Stored data:

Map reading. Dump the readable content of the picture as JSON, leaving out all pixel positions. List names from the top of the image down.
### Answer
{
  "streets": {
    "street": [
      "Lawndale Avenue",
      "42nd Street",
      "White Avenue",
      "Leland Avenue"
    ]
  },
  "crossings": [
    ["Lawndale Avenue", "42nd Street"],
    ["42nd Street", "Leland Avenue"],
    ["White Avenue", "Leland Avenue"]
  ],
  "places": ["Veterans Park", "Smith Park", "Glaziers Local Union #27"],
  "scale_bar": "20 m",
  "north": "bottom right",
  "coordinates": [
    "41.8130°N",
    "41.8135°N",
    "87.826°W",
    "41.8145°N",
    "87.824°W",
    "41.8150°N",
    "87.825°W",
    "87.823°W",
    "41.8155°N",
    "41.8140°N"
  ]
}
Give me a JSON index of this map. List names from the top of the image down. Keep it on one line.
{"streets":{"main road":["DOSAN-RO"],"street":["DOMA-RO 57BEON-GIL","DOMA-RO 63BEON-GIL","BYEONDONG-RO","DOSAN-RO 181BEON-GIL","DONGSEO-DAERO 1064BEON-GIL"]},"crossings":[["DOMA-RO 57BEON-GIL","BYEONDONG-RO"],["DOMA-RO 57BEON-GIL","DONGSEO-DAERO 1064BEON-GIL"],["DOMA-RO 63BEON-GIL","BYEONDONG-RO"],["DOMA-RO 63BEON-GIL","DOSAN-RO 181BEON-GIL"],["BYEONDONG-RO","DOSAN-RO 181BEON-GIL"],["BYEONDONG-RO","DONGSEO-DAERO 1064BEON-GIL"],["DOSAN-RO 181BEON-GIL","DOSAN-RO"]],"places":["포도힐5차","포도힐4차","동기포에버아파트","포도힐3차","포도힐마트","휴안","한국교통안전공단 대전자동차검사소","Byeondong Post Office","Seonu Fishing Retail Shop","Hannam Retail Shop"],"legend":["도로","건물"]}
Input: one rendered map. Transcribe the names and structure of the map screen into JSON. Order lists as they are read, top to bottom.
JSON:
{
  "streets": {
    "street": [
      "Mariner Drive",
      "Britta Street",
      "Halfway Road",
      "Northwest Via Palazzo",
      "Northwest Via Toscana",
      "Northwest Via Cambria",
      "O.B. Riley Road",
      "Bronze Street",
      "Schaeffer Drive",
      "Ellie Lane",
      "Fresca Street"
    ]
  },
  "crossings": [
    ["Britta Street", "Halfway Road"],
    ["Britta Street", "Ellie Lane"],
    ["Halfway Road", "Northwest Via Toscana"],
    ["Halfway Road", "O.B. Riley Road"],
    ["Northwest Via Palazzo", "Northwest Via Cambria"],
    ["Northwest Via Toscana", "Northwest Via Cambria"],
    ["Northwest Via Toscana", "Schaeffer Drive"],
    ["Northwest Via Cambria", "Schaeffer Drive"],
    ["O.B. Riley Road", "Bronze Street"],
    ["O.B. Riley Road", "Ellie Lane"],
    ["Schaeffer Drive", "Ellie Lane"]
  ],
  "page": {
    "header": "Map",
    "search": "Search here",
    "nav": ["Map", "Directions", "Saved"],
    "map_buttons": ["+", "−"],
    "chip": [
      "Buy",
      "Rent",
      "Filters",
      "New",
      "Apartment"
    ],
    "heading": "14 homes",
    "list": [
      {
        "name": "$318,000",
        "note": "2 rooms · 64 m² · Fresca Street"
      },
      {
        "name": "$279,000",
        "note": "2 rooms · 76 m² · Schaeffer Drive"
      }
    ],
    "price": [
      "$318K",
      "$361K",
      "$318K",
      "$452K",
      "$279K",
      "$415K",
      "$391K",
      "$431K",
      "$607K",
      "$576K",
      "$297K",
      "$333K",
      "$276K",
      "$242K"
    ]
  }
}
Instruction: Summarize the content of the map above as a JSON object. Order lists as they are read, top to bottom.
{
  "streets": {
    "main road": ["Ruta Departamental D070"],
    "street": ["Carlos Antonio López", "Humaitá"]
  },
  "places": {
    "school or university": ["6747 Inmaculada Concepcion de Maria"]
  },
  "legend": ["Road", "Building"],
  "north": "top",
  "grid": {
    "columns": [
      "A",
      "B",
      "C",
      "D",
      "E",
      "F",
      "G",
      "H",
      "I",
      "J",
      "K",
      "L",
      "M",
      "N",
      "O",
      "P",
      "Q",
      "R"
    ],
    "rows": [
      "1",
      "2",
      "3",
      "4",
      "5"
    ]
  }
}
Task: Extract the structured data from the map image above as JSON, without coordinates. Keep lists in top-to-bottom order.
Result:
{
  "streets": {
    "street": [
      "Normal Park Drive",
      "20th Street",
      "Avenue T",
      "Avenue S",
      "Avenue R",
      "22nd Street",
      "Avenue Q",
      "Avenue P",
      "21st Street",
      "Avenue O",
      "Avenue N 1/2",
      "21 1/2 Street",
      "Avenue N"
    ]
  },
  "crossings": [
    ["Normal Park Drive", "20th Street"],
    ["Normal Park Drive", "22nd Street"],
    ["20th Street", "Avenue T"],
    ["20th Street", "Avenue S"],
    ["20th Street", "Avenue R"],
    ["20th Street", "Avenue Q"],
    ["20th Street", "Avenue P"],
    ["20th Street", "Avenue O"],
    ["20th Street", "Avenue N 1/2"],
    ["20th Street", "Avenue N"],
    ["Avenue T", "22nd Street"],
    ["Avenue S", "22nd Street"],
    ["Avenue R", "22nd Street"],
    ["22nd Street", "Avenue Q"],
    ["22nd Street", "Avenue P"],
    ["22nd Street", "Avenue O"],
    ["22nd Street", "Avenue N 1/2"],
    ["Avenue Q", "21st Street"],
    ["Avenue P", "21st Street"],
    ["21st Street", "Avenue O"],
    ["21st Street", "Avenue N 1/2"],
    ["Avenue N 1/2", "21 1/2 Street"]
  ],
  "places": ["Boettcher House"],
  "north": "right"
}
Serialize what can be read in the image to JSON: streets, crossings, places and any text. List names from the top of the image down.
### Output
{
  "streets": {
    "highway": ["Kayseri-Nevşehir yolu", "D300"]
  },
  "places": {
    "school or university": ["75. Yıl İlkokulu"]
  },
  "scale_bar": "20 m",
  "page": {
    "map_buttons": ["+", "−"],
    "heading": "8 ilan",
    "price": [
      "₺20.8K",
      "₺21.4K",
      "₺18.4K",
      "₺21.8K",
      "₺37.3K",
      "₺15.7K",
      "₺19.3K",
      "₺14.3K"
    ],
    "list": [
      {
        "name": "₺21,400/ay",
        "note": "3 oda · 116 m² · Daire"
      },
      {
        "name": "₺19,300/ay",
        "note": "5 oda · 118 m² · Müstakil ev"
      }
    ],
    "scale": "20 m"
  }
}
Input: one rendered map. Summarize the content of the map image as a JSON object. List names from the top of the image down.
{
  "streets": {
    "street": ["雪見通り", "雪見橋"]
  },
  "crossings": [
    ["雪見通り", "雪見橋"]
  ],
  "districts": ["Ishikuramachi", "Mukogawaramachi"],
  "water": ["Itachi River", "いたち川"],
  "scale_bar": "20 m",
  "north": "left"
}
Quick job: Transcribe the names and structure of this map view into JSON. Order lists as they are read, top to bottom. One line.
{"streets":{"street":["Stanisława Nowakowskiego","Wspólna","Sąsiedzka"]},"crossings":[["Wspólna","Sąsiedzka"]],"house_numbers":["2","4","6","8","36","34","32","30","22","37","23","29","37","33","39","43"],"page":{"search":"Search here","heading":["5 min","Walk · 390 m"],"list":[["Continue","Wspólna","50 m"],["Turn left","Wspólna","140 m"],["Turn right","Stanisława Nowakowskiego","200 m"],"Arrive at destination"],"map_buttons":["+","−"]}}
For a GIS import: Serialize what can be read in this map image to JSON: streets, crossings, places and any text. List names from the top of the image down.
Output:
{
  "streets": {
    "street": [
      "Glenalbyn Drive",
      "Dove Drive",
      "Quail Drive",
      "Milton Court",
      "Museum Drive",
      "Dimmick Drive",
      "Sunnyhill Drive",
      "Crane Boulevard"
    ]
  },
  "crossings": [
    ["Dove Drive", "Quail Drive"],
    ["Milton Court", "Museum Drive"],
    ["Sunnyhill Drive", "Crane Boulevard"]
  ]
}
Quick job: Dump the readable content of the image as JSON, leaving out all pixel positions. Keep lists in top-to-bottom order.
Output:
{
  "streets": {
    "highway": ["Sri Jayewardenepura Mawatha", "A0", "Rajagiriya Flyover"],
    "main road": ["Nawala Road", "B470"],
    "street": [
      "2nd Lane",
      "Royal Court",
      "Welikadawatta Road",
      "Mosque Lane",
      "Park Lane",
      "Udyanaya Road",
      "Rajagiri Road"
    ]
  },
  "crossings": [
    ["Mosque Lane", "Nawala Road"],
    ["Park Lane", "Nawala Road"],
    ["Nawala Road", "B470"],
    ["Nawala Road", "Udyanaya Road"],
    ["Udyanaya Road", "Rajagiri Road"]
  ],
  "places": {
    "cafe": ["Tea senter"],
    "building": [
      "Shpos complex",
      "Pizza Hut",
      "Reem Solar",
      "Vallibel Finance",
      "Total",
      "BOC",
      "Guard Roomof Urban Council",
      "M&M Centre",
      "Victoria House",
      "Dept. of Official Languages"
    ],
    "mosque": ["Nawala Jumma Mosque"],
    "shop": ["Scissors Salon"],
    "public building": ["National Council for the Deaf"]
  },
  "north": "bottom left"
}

What is required:
Restate the records above verbatim up to and including the line containing "Input: one rendered map. Transcribe".

Answer below:
Map reading. Dump the readable content of the picture as JSON, leaving out all pixel positions. List names from the top of the image down.
### Answer
{
  "streets": {
    "street": [
      "Lawndale Avenue",
      "42nd Street",
      "White Avenue",
      "Leland Avenue"
    ]
  },
  "crossings": [
    ["Lawndale Avenue", "42nd Street"],
    ["42nd Street", "Leland Avenue"],
    ["White Avenue", "Leland Avenue"]
  ],
  "places": ["Veterans Park", "Smith Park", "Glaziers Local Union #27"],
  "scale_bar": "20 m",
  "north": "bottom right",
  "coordinates": [
    "41.8130°N",
    "41.8135°N",
    "87.826°W",
    "41.8145°N",
    "87.824°W",
    "41.8150°N",
    "87.825°W",
    "87.823°W",
    "41.8155°N",
    "41.8140°N"
  ]
}
Give me a JSON index of this map. List names from the top of the image down. Keep it on one line.
{"streets":{"main road":["DOSAN-RO"],"street":["DOMA-RO 57BEON-GIL","DOMA-RO 63BEON-GIL","BYEONDONG-RO","DOSAN-RO 181BEON-GIL","DONGSEO-DAERO 1064BEON-GIL"]},"crossings":[["DOMA-RO 57BEON-GIL","BYEONDONG-RO"],["DOMA-RO 57BEON-GIL","DONGSEO-DAERO 1064BEON-GIL"],["DOMA-RO 63BEON-GIL","BYEONDONG-RO"],["DOMA-RO 63BEON-GIL","DOSAN-RO 181BEON-GIL"],["BYEONDONG-RO","DOSAN-RO 181BEON-GIL"],["BYEONDONG-RO","DONGSEO-DAERO 1064BEON-GIL"],["DOSAN-RO 181BEON-GIL","DOSAN-RO"]],"places":["포도힐5차","포도힐4차","동기포에버아파트","포도힐3차","포도힐마트","휴안","한국교통안전공단 대전자동차검사소","Byeondong Post Office","Seonu Fishing Retail Shop","Hannam Retail Shop"],"legend":["도로","건물"]}
Input: one rendered map. Transcribe the names and structure of the map screen into JSON. Order lists as they are read, top to bottom.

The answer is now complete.